[TASK] Repeat exactly the lines from the first line of the records through the line containing "background:var(--page); color:var(--text); height:100vh;", and nothing more.

[SUPPLIED INFORMATION]
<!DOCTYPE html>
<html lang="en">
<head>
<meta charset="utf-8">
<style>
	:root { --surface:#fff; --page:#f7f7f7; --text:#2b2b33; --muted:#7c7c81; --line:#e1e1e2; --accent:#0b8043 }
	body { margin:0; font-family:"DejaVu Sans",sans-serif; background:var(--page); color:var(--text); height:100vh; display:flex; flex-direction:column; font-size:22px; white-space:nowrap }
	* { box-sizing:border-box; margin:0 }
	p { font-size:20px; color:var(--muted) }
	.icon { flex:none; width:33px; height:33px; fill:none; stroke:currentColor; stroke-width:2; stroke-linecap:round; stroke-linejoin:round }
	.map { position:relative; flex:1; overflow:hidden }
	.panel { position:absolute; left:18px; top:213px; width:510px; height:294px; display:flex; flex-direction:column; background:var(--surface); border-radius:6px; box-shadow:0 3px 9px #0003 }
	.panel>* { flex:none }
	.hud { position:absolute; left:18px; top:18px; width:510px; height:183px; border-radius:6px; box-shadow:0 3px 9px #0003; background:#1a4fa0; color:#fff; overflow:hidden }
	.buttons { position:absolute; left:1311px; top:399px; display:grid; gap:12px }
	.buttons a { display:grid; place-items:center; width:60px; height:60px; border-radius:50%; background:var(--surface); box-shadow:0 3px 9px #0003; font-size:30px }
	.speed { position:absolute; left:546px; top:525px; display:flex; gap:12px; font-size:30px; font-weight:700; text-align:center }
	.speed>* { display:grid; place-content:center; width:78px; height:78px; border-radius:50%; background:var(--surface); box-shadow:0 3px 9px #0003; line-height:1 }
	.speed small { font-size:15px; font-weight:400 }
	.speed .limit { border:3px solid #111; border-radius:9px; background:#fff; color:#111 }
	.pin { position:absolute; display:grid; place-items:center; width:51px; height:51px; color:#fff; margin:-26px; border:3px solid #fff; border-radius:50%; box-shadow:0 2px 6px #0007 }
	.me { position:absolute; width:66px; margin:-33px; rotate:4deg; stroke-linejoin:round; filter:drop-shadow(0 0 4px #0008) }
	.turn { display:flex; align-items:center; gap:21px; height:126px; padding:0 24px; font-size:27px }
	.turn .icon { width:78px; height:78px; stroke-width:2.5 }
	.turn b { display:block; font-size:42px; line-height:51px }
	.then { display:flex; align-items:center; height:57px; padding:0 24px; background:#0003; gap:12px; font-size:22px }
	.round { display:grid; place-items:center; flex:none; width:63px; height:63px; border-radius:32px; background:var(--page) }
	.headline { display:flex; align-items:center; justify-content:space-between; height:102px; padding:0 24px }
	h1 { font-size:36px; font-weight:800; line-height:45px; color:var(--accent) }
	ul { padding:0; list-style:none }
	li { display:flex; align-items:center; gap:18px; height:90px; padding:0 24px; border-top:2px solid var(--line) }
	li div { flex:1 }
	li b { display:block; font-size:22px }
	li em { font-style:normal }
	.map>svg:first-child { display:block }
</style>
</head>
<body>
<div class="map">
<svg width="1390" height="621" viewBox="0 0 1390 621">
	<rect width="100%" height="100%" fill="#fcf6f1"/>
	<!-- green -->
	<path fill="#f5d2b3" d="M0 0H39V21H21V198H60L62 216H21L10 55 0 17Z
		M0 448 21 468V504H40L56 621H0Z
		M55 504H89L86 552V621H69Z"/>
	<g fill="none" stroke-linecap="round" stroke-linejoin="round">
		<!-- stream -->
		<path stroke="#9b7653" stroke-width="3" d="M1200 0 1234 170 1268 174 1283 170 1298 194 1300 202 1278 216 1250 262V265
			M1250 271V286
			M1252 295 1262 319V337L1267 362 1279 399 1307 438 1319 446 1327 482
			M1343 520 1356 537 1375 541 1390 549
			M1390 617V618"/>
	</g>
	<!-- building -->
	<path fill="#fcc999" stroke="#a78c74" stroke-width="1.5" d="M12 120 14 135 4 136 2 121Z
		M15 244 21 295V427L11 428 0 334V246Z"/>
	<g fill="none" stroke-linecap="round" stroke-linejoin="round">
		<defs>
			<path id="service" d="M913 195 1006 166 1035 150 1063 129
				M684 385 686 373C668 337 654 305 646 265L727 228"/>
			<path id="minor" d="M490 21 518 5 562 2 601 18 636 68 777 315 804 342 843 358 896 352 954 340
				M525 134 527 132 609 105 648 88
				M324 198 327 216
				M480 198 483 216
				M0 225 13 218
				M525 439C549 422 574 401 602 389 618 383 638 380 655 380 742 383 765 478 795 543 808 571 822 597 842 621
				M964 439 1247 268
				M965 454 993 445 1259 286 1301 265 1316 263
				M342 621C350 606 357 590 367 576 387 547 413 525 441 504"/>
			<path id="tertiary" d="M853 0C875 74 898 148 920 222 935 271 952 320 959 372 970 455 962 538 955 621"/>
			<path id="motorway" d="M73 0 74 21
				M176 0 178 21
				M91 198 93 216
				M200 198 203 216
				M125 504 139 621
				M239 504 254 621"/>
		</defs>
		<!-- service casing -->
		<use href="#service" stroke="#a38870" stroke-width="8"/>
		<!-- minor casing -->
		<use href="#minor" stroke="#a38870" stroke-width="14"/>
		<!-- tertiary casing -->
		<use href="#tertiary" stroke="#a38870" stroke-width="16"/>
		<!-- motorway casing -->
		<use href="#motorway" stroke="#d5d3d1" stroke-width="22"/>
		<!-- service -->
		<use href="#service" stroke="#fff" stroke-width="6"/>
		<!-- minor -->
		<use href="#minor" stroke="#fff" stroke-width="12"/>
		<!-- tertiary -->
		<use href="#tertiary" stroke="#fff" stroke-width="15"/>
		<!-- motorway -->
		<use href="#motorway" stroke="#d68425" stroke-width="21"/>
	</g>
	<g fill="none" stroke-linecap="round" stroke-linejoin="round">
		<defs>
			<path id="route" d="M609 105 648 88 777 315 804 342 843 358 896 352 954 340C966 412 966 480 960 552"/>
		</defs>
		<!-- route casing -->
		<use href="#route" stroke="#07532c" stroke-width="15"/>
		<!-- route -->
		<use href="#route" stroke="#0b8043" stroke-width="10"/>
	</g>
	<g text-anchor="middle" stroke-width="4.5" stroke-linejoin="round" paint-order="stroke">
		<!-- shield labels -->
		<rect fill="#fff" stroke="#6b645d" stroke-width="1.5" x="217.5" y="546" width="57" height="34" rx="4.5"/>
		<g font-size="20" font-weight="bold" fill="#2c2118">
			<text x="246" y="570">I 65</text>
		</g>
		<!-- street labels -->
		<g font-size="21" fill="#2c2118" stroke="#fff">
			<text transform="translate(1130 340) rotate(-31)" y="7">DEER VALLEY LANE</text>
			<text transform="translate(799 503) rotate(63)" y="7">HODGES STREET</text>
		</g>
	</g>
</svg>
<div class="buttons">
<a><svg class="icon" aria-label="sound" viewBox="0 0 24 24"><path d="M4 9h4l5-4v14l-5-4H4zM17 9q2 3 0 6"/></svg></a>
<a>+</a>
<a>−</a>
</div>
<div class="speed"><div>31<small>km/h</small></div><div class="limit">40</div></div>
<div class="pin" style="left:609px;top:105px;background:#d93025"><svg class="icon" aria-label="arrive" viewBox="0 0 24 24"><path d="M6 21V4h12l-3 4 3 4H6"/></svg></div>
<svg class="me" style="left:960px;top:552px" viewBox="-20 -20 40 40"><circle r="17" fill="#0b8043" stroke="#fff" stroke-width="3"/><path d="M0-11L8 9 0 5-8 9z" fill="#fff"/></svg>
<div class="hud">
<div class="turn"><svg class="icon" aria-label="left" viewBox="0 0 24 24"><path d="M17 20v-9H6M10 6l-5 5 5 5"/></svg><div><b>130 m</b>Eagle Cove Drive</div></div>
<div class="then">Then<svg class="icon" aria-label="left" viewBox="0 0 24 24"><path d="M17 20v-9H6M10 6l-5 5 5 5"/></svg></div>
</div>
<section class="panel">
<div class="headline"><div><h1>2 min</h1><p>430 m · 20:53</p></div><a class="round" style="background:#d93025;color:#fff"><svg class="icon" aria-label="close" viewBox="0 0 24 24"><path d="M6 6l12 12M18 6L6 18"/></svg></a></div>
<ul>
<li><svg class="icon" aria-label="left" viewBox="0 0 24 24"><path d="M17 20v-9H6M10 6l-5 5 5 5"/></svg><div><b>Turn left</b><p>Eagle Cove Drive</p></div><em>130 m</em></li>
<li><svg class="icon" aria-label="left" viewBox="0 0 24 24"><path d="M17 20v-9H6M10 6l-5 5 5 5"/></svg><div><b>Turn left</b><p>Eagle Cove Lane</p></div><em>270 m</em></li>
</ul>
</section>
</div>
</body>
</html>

[ANSWER TO THE EXERCISE]
<!DOCTYPE html>
<html lang="en">
<head>
<meta charset="utf-8">
<style>
	:root { --surface:#fff; --page:#f7f7f7; --text:#2b2b33; --muted:#7c7c81; --line:#e1e1e2; --accent:#0b8043 }
	body { margin:0; font-family:"DejaVu Sans",sans-serif; background:var(--page); color:var(--text); height:100vh; display:flex; flex-direction:column; font-size:22px; white-space:nowrap }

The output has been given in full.